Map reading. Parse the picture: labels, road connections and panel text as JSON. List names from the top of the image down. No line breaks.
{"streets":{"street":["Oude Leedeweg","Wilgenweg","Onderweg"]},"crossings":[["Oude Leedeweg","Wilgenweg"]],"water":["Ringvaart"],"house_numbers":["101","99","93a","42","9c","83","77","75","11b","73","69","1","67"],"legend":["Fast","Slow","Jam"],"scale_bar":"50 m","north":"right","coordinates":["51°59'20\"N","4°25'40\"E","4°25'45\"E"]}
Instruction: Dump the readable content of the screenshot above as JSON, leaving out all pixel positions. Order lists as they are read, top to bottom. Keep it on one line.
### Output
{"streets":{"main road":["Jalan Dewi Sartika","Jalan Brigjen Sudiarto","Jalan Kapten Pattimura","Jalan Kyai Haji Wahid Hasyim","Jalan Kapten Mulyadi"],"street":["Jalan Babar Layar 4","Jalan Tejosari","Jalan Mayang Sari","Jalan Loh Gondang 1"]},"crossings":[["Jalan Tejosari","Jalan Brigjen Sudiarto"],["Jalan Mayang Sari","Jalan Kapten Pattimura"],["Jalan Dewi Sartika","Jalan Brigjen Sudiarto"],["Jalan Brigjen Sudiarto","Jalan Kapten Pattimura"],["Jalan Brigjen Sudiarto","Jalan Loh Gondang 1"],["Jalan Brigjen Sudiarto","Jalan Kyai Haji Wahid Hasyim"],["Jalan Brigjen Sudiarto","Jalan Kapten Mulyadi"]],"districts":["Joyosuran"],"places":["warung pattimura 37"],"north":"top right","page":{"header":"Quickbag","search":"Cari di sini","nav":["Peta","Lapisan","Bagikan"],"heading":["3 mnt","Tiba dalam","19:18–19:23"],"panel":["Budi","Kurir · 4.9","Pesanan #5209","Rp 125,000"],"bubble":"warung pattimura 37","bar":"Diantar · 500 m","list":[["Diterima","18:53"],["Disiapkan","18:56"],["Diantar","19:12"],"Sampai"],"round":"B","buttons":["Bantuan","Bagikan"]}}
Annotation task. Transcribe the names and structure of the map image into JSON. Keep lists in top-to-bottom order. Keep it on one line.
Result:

_____

In the data above, find each line that has the word "bottom" and copy it out.

Instruction: Dump the readable content of the screenshot above as JSON, leaving out all pixel positions. Order lists as they are read, top to bottom. Keep it on one line.
Annotation task. Transcribe the names and structure of the map image into JSON. Keep lists in top-to-bottom order. Keep it on one line.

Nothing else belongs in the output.